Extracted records
========

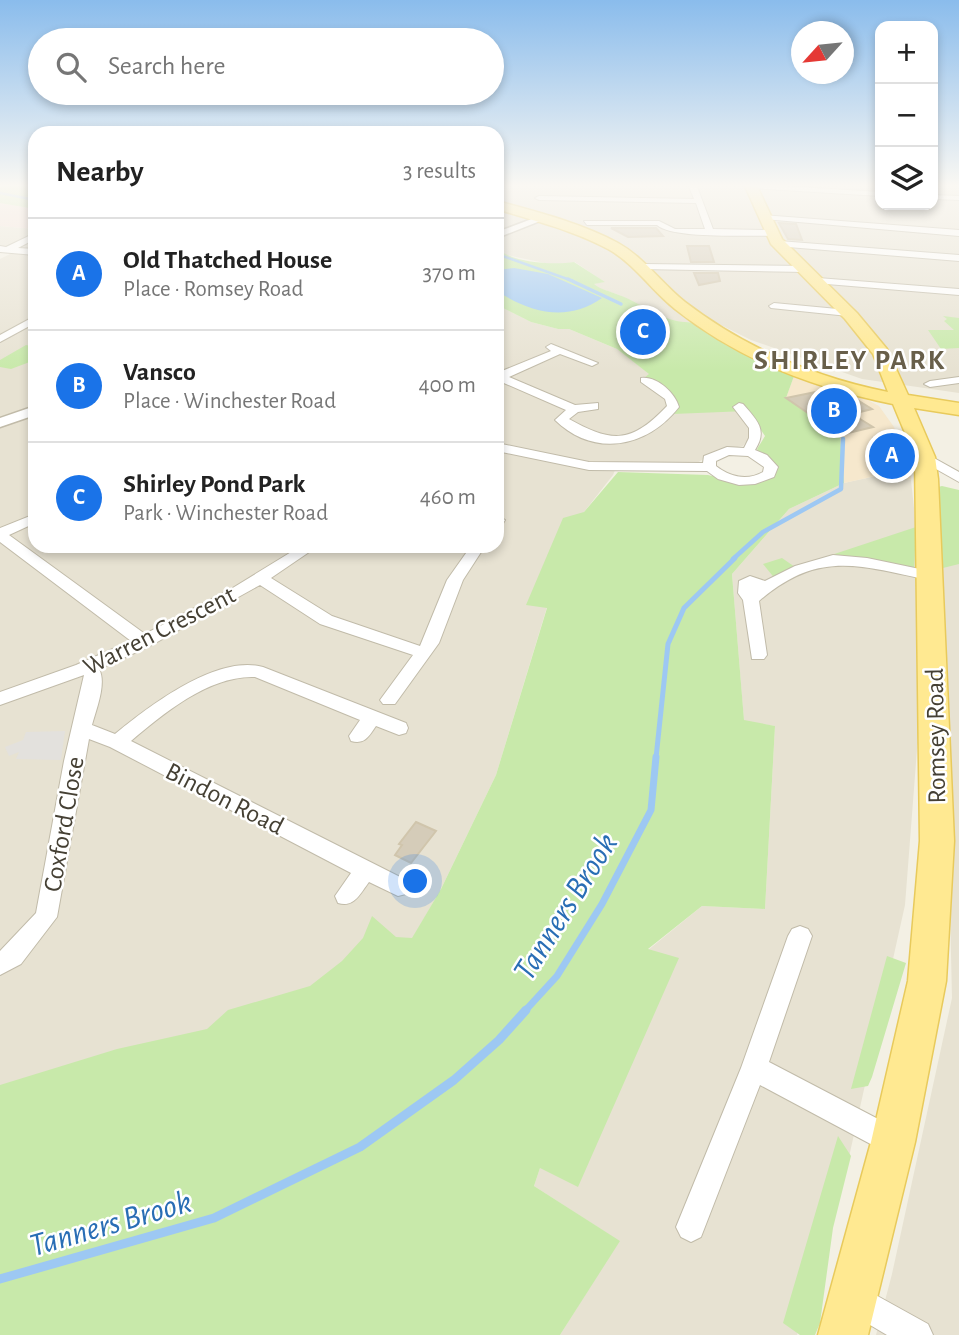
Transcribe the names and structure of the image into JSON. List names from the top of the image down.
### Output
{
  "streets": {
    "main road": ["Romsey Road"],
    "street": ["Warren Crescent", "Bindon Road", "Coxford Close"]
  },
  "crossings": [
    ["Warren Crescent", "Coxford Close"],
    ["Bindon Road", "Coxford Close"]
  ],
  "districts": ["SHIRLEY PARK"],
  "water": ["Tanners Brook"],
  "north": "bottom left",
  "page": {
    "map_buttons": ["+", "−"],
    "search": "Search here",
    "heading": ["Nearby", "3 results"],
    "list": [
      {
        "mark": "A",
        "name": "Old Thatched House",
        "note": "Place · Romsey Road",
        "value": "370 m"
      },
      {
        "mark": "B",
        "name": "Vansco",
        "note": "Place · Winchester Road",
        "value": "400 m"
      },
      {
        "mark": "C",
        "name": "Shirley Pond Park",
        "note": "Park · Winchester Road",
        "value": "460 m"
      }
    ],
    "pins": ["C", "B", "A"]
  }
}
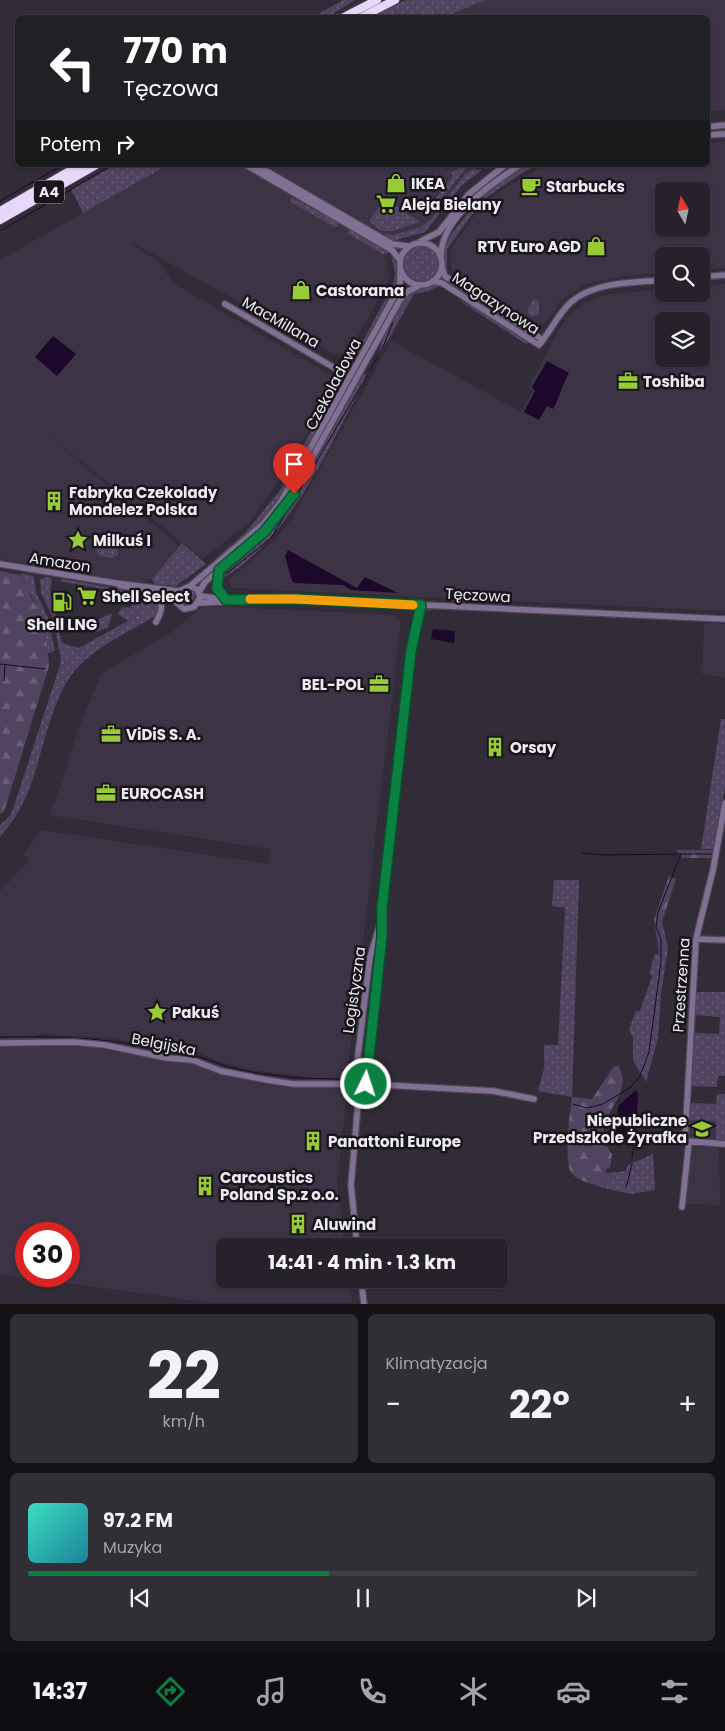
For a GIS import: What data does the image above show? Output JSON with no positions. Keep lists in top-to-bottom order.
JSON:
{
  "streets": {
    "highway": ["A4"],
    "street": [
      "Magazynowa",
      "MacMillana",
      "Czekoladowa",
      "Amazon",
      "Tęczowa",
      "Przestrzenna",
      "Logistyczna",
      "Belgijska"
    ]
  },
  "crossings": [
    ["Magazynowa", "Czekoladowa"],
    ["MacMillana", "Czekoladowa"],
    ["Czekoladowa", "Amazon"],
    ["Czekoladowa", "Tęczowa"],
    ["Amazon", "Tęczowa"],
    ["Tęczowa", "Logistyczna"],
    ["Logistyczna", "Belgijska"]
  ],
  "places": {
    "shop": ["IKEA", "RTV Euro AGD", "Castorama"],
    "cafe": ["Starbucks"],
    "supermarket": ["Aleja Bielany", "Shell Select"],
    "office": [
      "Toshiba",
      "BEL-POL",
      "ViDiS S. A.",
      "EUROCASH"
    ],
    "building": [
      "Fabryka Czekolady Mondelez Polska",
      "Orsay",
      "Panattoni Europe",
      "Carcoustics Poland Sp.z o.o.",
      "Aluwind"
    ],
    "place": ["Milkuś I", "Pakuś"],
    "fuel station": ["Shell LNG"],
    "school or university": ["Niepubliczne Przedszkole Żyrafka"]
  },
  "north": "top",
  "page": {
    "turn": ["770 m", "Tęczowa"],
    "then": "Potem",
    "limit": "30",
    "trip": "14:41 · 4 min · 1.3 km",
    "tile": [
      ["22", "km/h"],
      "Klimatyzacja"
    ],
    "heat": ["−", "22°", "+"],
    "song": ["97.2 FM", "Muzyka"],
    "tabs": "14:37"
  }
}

========

> [Requirement] How many lines in the data contain the string "Output"? Respond with the number only.

> [Response box] 2